IF YOU you are planning to use your house as accommodation for tourists during the 2010 Fifa World Cup, please do so with caution.
The Tourism Grading Council of South Africa has issued a warning to people joining agencies who promise big returns if people registed on their databases.
The Tourism Grading Council of South Africa was established as a grading organisation in the hospitality business.
It verifies whether accommodation meets all the regulations as stipulated by the counciland the South African Constitution.
The business then receives the grading in the form of a star certification, hence three-or five-star hotels.
The council's chief executive, Thembi Kunene, said they received more than 100 enquiries over the last two years about these "agencies".
"We do not support home stays because the risks for both the hosts and visitors are high. The homeowner does not have a 100percent guarantee that the tourists will come to the house and that the agency will deliver on its promised financial returns," Kunene said.
Businesses graded by the council include bed and breakfasts, conference venues, lodges and hotels.
The star grading lasts only 12 months and has to be renewed through regrading.
"We only grade businesses that are in the hospitality business for business purposes.
"We grade B&B's because they are businesses that have been reg istered as businesses under the rules and regulations of the tourism and hospitality industry.
"People should do their homework properly. They should verify whether the agency they are dealing with has a physical address," she said.
Kunene's warning comes after a number of agencies allegedly registered homeowners who want to go into the hospitality business and promised to put their properties on databases that will be accessed by tourists when they come for the soccer showpiece.

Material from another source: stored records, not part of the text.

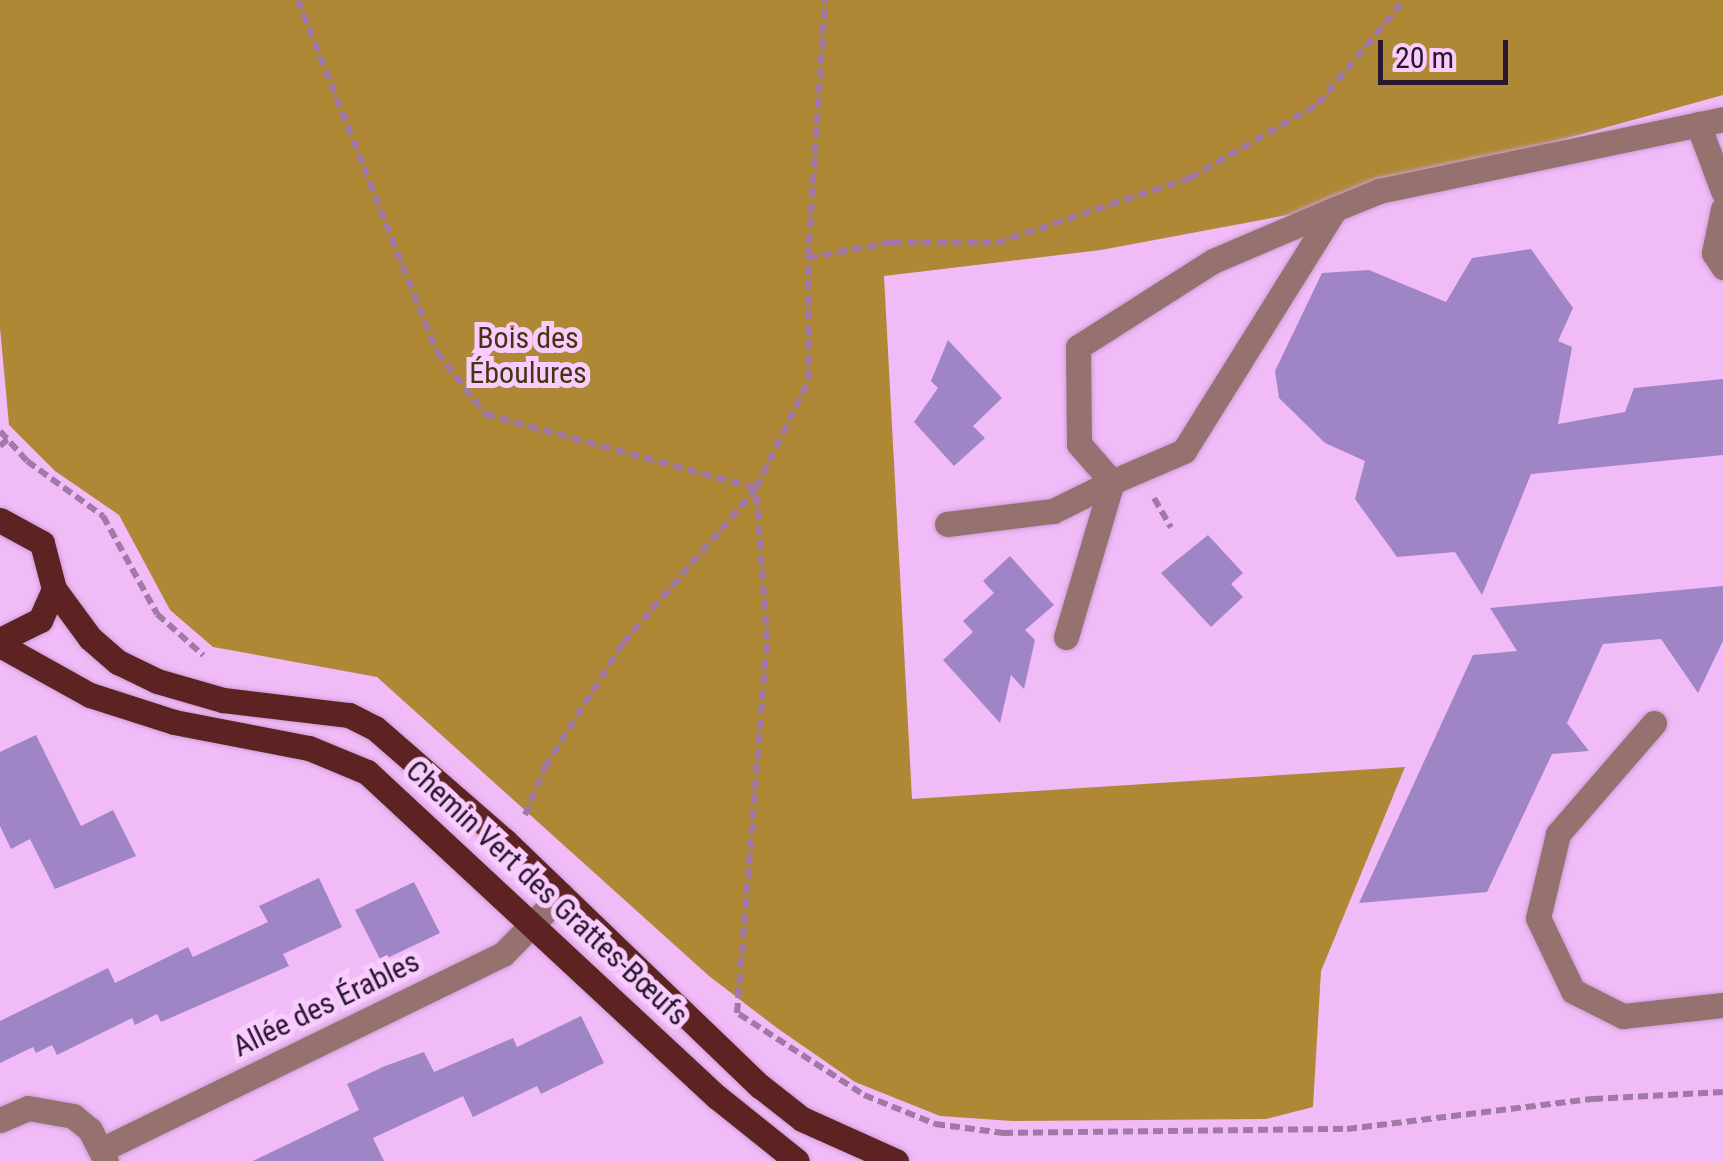 <!DOCTYPE html>
<meta charset="utf-8">
<style>
body{margin:0}
#map{position:relative;width:1723px;height:1161px;overflow:hidden;background:#f1bbf8;font-family:"Roboto Condensed",sans-serif}
div>[style]{position:absolute}
.forest>*{inset:0;background:#af8836}
.building>*{inset:0;background:#9f84c6}
.path>*{height:6px;margin-top:-3px;transform-origin:0;background:repeating-linear-gradient(90deg,#a179a7 0 10px,transparent 0 15px)}
.roads{filter:drop-shadow(0 0 2px #cd9dd3) drop-shadow(0 0 2px #cd9dd3)}
.minor>*{height:25px;margin:-12.5px;padding:0 12.5px;transform-origin:12.5px;border-radius:12.5px;background:#957270}
.major>*{height:25px;margin:-12.5px;padding:0 12.5px;transform-origin:12.5px;border-radius:12.5px;background:#5d2323}
span{translate:-50% -50%;white-space:nowrap;text-align:center;line-height:1.15;-webkit-text-stroke:10px #f8cdfe;paint-order:stroke}
.park-label{font-size:30px;color:#453411}
.street-label{font-size:30px;color:#2a162d}
.scale{position:absolute;left:1378px;top:40px;width:130px;height:45px;box-sizing:border-box;border:5px solid #2a162d;border-top:0;padding-left:12px;font-size:30px;line-height:35px;white-space:nowrap;color:#2a162d;-webkit-text-stroke:8px #f8cdfe;paint-order:stroke}
</style>
<div id="map">
<div class="forest">
<div style="clip-path:polygon(0 0,1723px 0,1723px 95px,1298px 213px,1101px 250px,884px 276px,912px 799px,1405px 767px,1321px 971px,1313px 1107px,1266px 1119px,1012px 1121px,940px 1116px,855px 1082px,777px 1028px,709px 976px,377px 677px,213px 647px,170px 610px,119px 515px,55px 471px,9px 425px,0 328px)"></div>
</div>
<div class="building">
<div style="clip-path:polygon(1531px 249px,1573px 308px,1558px 341px,1572px 347px,1558px 424px,1625px 412px,1634px 388px,1723px 379px,1723px 455px,1531px 474px,1482px 595px,1455px 552px,1397px 557px,1355px 499px,1365px 461px,1325px 443px,1279px 398px,1275px 371px,1322px 273px,1369px 270px,1446px 302px,1472px 258px)"></div>
<div style="clip-path:polygon(948px 340px,1002px 398px,973px 426px,985px 438px,954px 466px,914px 422px,938px 388px,931px 381px)"></div>
<div style="clip-path:polygon(1208px 535px,1243px 573px,1231px 584px,1243px 597px,1211px 627px,1161px 573px)"></div>
<div style="clip-path:polygon(1010px 556px,1054px 605px,1025px 630px,1035px 640px,1024px 689px,1011px 675px,1000px 723px,943px 660px,973px 632px,963px 621px,994px 593px,983px 581px)"></div>
<div style="clip-path:polygon(1723px 586px,1723px 641px,1698px 693px,1661px 639px,1603px 644px,1567px 723px,1589px 751px,1552px 754px,1487px 892px,1359px 903px,1473px 655px,1517px 651px,1490px 608px)"></div>
<div style="clip-path:polygon(36px 735px,81px 826px,113px 810px,136px 856px,55px 889px,30px 839px,11px 849px,0 826px,0 752px)"></div>
<div style="clip-path:polygon(319px 878px,342px 927px,283px 954px,289px 966px,161px 1022px,157px 1014px,135px 1025px,132px 1018px,57px 1055px,52px 1045px,36px 1053px,33px 1047px,0 1063px,0 1021px,108px 968px,115px 983px,188px 947px,193px 957px,268px 922px,259px 906px)"></div>
<div style="clip-path:polygon(414px 882px,440px 933px,381px 961px,355px 910px)"></div>
<div style="clip-path:polygon(581px 1016px,604px 1063px,541px 1094px,537px 1086px,473px 1117px,463px 1096px,373px 1138px,384px 1161px,253px 1161px,359px 1110px,347px 1084px,385px 1066px,424px 1052px,434px 1072px,513px 1038px,517px 1047px)"></div>
</div>
<div class="path">
<div style="left:298px;top:0;width:378px;rotate:68.5deg"></div>
<div style="left:437px;top:352px;width:78px;rotate:52.3deg"></div>
<div style="left:485px;top:414px;width:281px;rotate:15.3deg"></div>
<div style="left:756px;top:488px;width:120px;rotate:-63.9deg"></div>
<div style="left:809px;top:380px;width:122px;rotate:-90.5deg"></div>
<div style="left:808px;top:258px;width:86px;rotate:-10.8deg"></div>
<div style="left:892px;top:242px;width:104px;rotate:0.6deg"></div>
<div style="left:996px;top:243px;width:205px;rotate:-18.5deg"></div>
<div style="left:1190px;top:178px;width:148px;rotate:-30deg"></div>
<div style="left:1318px;top:104px;width:135px;rotate:-50.4deg"></div>
<div style="left:808px;top:258px;width:259px;rotate:-86.2deg"></div>
<div style="left:0;top:431px;width:40px;rotate:48deg"></div>
<div style="left:27px;top:461px;width:94px;rotate:35.9deg"></div>
<div style="left:103px;top:516px;width:112px;rotate:61.1deg"></div>
<div style="left:157px;top:614px;width:62px;rotate:41.7deg"></div>
<div style="left:0;top:446px;width:11px;rotate:-41deg"></div>
<div style="left:1154px;top:498px;width:34px;rotate:60deg"></div>
<div style="left:525px;top:815px;width:52px;rotate:-67.4deg"></div>
<div style="left:545px;top:767px;width:146px;rotate:-57.8deg"></div>
<div style="left:623px;top:643px;width:203px;rotate:-49.2deg"></div>
<div style="left:737px;top:1013px;width:374px;rotate:-85.4deg"></div>
<div style="left:767px;top:640px;width:152px;rotate:-94.1deg"></div>
<div style="left:739px;top:1014px;width:149px;rotate:32.9deg"></div>
<div style="left:864px;top:1095px;width:77px;rotate:22.2deg"></div>
<div style="left:935px;top:1124px;width:69px;rotate:7.5deg"></div>
<div style="left:1003px;top:1133px;width:344px;rotate:-0.7deg"></div>
<div style="left:1347px;top:1129px;width:248px;rotate:-7deg"></div>
<div style="left:1593px;top:1099px;width:130px;rotate:-3.1deg"></div>
</div>
<div class="roads">
<div class="minor">
<div style="left:1698px;top:124px;width:72px;rotate:69.5deg"></div>
<div style="left:1335px;top:209px;width:285px;rotate:122deg"></div>
<div style="left:1184px;top:451px;width:78px;rotate:156.7deg"></div>
<div style="left:1112px;top:482px;width:50px;rotate:-131deg"></div>
<div style="left:1079px;top:444px;width:97px;rotate:-90.6deg"></div>
<div style="left:1078px;top:347px;width:160px;rotate:-32.5deg"></div>
<div style="left:1213px;top:261px;width:133px;rotate:-23.1deg"></div>
<div style="left:1335px;top:209px;width:48px;rotate:-22.2deg"></div>
<div style="left:1379px;top:191px;width:351px;rotate:-11.8deg"></div>
<div style="left:1723px;top:209px;width:45px;rotate:101.6deg"></div>
<div style="left:1714px;top:253px;width:17px;rotate:57deg"></div>
<div style="left:947px;top:524px;width:107px;rotate:-7deg"></div>
<div style="left:1053px;top:511px;width:66px;rotate:-26.2deg"></div>
<div style="left:1066px;top:637px;width:162px;rotate:-73.5deg"></div>
<div style="left:1654px;top:723px;width:147px;rotate:130.9deg"></div>
<div style="left:1558px;top:834px;width:86px;rotate:103.4deg"></div>
<div style="left:1538px;top:918px;width:81px;rotate:64.4deg"></div>
<div style="left:1573px;top:991px;width:56px;rotate:26.6deg"></div>
<div style="left:1623px;top:1016px;width:101px;rotate:-6.3deg"></div>
<div style="left:0;top:1120px;width:30px;rotate:-23deg"></div>
<div style="left:28px;top:1108px;width:46px;rotate:10.1deg"></div>
<div style="left:73px;top:1116px;width:22px;rotate:39deg"></div>
<div style="left:90px;top:1130px;width:35px;rotate:63deg"></div>
<div style="left:103px;top:1149px;width:445px;rotate:-26deg"></div>
<div style="left:503px;top:954px;width:83px;rotate:-45.5deg"></div>
</div>
<div class="major">
<div style="left:0;top:520px;width:48px;rotate:28.7deg"></div>
<div style="left:42px;top:543px;width:48px;rotate:75.4deg"></div>
<div style="left:54px;top:589px;width:34px;rotate:114deg"></div>
<div style="left:40px;top:620px;width:45px;rotate:153.4deg"></div>
<div style="left:54px;top:589px;width:61px;rotate:53.7deg"></div>
<div style="left:90px;top:638px;width:37px;rotate:41deg"></div>
<div style="left:118px;top:662px;width:43px;rotate:26deg"></div>
<div style="left:157px;top:681px;width:69px;rotate:16.1deg"></div>
<div style="left:223px;top:700px;width:127px;rotate:6.8deg"></div>
<div style="left:349px;top:715px;width:29px;rotate:27deg"></div>
<div style="left:375px;top:728px;width:172px;rotate:41deg"></div>
<div style="left:505px;top:841px;width:354px;rotate:43.9deg"></div>
<div style="left:760px;top:1086px;width:53px;rotate:38.2deg"></div>
<div style="left:802px;top:1119px;width:103px;rotate:24.1deg"></div>
<div style="left:0;top:645px;width:103px;rotate:29.1deg"></div>
<div style="left:90px;top:695px;width:88px;rotate:17.8deg"></div>
<div style="left:174px;top:722px;width:137px;rotate:10.9deg"></div>
<div style="left:309px;top:748px;width:63px;rotate:22.5deg"></div>
<div style="left:367px;top:772px;width:478px;rotate:42.9deg"></div>
<div style="left:717px;top:1097px;width:102px;rotate:38.7deg"></div>
</div>
</div>
<div class="park-label">
<span style="left:528px;top:355px">Bois des<br>Éboulures</span>
</div>
<div class="street-label">
<span style="left:547px;top:893px;rotate:43deg">Chemin Vert des Grattes-Bœufs</span>
<span style="left:326px;top:1004px;rotate:-26deg">Allée des Érables</span>
</div>
<div class="scale">20 m</div>
</div>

One agency operating in Florida promises homeowners returns ranging from R750 per person per night. It further promises R2250 to businesses hosting three visitors.
When Sowetan called the agency we were told that registration is a "lousy R800" but the rest of the money should be paid when the visitors arrive in 2010. The agency's invitation comes with a covering letter with the company's details and a registration form requiring personal details.
Attached to the form is a home audit programme that allows the homeowner to answer questions relating to the number of rooms, cleanliness of the house, the neighbourhood, security and entertainment. The long list of 81 questions includes availability of toothpicks, salt and pepper shakers and so on.
Kunene said some of the agencies were taking advantage of homeowners because of their ignorance and hunge r for money.
"There is no law that prohibits people from going into such business, but people should exercise caution in dealing with these agencies," Kunene advised.